**Provided material**:
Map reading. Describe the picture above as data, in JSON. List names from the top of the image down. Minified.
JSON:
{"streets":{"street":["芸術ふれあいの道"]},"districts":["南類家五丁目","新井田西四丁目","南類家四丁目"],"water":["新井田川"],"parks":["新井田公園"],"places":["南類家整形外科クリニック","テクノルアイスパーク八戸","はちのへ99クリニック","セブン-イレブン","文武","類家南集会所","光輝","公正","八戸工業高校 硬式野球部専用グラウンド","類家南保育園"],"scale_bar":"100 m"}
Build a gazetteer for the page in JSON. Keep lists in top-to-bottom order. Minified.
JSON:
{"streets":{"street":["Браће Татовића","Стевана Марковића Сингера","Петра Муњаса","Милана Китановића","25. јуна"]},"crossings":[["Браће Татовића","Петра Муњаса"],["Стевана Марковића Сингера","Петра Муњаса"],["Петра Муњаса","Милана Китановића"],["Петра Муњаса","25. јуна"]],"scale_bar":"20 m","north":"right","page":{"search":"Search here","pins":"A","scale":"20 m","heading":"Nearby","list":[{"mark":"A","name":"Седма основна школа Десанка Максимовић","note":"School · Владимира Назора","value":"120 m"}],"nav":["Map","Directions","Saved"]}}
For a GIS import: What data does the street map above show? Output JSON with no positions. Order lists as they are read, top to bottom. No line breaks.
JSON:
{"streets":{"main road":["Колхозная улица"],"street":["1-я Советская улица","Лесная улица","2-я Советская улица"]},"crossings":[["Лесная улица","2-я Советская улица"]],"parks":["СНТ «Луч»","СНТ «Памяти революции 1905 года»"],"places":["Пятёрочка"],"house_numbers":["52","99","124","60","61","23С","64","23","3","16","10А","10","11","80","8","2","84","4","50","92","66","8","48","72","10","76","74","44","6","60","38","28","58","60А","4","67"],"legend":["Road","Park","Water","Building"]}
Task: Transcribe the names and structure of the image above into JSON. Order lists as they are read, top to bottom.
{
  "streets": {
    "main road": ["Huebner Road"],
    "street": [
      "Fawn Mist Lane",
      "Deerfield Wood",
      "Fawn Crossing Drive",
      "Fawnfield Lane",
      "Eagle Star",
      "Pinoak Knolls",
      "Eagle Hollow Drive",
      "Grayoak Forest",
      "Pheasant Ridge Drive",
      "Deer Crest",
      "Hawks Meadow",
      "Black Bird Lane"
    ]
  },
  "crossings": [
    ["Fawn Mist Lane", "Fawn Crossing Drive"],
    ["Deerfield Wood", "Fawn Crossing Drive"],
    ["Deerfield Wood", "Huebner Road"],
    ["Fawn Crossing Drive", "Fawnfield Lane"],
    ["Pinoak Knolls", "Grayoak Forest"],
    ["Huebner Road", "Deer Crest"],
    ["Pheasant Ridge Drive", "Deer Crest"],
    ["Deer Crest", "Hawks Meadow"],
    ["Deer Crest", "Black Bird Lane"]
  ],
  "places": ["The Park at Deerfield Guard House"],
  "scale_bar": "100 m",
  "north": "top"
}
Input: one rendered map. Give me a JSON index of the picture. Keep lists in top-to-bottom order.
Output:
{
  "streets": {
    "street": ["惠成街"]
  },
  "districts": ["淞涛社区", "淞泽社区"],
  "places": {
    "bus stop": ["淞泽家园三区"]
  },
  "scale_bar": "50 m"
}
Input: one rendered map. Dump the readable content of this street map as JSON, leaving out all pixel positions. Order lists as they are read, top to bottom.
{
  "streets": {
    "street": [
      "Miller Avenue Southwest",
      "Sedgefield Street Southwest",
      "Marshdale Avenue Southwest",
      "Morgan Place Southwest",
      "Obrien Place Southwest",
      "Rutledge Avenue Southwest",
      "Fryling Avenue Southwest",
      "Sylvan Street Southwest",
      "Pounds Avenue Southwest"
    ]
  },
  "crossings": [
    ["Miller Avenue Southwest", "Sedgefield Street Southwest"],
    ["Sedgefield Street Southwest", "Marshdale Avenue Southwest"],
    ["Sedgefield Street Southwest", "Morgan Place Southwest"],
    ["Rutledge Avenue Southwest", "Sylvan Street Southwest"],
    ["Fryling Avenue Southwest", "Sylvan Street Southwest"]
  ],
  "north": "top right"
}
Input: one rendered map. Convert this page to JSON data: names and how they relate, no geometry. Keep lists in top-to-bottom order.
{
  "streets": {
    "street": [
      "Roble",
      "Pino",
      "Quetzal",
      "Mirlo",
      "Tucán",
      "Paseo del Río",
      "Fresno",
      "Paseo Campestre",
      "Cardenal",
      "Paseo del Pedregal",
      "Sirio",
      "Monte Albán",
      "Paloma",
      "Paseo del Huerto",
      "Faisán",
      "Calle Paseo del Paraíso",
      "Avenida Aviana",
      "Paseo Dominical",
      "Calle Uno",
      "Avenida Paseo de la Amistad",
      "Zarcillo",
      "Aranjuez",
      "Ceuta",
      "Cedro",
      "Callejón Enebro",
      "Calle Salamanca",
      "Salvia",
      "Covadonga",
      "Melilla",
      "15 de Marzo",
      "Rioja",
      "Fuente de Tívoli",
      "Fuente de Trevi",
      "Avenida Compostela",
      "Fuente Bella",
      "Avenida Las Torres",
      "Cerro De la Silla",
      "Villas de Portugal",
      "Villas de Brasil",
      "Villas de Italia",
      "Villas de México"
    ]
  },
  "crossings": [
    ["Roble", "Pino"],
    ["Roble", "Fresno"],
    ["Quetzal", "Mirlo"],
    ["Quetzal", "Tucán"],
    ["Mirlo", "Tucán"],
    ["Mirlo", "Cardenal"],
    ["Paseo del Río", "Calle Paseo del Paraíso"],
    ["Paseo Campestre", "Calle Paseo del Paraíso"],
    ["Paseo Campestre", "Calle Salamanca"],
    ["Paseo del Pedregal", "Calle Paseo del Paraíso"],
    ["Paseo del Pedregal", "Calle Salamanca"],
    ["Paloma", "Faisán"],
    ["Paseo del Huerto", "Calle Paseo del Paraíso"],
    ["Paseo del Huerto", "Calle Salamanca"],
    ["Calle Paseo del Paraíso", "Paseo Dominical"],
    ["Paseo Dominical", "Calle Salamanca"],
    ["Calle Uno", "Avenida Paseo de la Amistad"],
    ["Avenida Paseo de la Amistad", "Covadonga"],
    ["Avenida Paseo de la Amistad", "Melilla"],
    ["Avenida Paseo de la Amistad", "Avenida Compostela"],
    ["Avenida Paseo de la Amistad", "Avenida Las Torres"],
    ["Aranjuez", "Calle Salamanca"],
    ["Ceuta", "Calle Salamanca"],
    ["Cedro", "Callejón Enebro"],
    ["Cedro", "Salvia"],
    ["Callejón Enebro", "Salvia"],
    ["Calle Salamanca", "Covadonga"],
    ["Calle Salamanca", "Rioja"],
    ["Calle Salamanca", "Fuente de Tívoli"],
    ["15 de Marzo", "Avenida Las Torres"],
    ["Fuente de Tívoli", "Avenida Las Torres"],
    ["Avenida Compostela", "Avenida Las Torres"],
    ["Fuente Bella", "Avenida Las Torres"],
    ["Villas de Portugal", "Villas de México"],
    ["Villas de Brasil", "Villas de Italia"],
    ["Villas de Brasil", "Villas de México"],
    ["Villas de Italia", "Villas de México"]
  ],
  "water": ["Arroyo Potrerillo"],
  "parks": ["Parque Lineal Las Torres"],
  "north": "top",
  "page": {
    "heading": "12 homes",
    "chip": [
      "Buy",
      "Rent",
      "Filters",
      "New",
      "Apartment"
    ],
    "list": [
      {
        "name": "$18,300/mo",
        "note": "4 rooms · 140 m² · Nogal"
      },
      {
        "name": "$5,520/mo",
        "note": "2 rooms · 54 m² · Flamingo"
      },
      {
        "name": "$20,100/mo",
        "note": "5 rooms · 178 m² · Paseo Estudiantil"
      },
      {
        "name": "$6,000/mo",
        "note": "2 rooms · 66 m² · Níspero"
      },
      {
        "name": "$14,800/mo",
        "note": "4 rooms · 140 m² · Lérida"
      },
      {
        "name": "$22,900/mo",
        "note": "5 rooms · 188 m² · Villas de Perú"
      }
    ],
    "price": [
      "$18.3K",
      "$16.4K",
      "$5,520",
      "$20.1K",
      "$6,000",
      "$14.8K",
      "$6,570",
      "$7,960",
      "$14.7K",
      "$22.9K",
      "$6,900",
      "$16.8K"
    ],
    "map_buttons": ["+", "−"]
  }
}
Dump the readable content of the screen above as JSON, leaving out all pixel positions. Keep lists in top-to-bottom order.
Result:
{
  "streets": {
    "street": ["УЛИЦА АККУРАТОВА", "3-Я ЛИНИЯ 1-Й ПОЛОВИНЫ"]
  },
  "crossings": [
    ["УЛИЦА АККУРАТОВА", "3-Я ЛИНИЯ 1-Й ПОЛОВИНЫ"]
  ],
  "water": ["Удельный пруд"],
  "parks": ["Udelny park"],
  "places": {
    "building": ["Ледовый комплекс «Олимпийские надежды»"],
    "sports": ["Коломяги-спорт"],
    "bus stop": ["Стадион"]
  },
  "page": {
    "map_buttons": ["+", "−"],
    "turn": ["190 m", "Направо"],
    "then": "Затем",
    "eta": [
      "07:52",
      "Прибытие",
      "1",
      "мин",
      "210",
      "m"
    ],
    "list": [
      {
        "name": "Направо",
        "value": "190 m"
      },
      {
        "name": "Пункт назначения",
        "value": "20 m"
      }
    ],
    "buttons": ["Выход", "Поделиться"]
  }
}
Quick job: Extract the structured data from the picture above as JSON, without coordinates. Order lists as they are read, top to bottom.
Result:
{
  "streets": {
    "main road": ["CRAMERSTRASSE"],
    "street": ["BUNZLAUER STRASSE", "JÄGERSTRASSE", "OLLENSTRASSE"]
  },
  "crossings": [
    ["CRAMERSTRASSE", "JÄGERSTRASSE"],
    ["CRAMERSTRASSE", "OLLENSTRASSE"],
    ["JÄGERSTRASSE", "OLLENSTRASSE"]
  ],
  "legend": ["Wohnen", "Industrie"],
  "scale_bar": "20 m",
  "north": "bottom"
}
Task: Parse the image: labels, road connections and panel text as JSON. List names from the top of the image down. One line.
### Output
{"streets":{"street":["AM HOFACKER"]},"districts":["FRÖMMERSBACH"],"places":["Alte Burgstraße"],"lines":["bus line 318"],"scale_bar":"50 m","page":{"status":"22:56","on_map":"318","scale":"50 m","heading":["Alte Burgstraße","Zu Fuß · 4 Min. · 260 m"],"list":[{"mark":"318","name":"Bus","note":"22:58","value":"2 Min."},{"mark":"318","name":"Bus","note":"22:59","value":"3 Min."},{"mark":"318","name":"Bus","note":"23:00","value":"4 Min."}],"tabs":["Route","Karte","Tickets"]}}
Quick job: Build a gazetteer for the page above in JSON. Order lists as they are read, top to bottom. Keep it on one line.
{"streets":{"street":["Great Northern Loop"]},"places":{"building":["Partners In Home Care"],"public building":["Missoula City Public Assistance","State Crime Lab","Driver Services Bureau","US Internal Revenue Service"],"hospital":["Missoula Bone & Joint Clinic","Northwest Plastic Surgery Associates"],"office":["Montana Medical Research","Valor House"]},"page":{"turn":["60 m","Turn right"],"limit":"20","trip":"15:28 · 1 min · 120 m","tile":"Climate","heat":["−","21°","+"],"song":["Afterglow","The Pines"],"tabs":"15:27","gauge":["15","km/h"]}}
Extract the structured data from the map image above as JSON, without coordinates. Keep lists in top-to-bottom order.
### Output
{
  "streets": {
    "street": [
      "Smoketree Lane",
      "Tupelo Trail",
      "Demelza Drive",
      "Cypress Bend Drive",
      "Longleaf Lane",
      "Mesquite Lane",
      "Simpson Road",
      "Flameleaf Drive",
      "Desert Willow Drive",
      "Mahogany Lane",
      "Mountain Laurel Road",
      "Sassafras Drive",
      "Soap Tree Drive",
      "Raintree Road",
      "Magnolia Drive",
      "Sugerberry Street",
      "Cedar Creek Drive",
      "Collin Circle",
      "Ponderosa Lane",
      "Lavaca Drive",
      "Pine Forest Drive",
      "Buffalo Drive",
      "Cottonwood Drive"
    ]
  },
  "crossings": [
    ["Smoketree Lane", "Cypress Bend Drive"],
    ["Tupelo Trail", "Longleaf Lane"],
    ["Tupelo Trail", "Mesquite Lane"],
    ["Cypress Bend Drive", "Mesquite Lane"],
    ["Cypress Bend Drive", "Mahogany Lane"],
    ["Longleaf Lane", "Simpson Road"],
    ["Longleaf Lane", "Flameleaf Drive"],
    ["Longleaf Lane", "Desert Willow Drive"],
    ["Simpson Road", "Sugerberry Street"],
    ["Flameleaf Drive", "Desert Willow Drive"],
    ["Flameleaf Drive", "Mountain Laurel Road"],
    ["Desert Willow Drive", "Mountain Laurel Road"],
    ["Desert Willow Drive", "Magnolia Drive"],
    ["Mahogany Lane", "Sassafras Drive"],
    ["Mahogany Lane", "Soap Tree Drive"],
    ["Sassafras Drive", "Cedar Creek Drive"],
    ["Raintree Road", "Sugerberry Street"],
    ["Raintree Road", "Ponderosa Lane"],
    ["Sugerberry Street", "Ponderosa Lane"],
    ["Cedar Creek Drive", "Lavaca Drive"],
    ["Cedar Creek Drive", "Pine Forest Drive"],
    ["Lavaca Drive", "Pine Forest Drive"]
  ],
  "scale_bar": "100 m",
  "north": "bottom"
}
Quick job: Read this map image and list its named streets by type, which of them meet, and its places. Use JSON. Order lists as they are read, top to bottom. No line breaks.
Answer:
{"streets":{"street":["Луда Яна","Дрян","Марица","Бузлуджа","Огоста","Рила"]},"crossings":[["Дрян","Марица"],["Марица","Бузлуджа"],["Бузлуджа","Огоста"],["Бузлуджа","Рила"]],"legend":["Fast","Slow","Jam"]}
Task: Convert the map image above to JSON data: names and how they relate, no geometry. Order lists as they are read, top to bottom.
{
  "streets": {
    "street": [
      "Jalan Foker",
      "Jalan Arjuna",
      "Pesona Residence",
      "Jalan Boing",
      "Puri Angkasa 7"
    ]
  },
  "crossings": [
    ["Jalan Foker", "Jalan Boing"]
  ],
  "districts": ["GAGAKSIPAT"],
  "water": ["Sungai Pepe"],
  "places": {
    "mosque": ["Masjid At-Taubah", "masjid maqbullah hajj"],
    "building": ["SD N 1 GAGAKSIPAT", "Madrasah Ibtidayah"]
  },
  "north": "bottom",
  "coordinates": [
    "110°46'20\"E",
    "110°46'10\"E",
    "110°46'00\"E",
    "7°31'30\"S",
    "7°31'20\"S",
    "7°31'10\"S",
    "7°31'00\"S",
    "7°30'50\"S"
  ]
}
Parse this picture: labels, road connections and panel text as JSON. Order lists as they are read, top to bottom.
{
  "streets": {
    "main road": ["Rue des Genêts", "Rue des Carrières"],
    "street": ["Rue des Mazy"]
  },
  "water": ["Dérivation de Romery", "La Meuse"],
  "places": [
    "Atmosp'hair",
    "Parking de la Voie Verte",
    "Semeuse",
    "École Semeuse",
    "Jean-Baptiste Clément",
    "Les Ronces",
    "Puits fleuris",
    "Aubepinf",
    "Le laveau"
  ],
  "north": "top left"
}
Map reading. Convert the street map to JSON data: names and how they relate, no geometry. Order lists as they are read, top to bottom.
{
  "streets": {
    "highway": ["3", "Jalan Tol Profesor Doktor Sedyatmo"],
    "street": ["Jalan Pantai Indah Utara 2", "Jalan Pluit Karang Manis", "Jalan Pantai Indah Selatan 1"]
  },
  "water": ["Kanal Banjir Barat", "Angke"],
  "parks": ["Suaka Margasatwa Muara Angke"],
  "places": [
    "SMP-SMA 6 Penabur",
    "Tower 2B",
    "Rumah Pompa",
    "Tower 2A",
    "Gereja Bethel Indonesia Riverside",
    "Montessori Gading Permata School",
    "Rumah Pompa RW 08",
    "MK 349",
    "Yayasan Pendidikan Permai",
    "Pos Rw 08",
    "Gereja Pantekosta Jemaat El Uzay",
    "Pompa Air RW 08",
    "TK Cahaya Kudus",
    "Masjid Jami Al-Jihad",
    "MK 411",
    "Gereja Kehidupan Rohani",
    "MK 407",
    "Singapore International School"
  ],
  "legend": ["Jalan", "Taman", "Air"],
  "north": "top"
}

**About this task**: Scan the records for the string "Fuente" and report each line where it occurs.

**Answer section**:
      "Fuente de Tívoli",
      "Fuente de Trevi",
      "Fuente Bella",
    ["Calle Salamanca", "Fuente de Tívoli"],
    ["Fuente de Tívoli", "Avenida Las Torres"],
    ["Fuente Bella", "Avenida Las Torres"],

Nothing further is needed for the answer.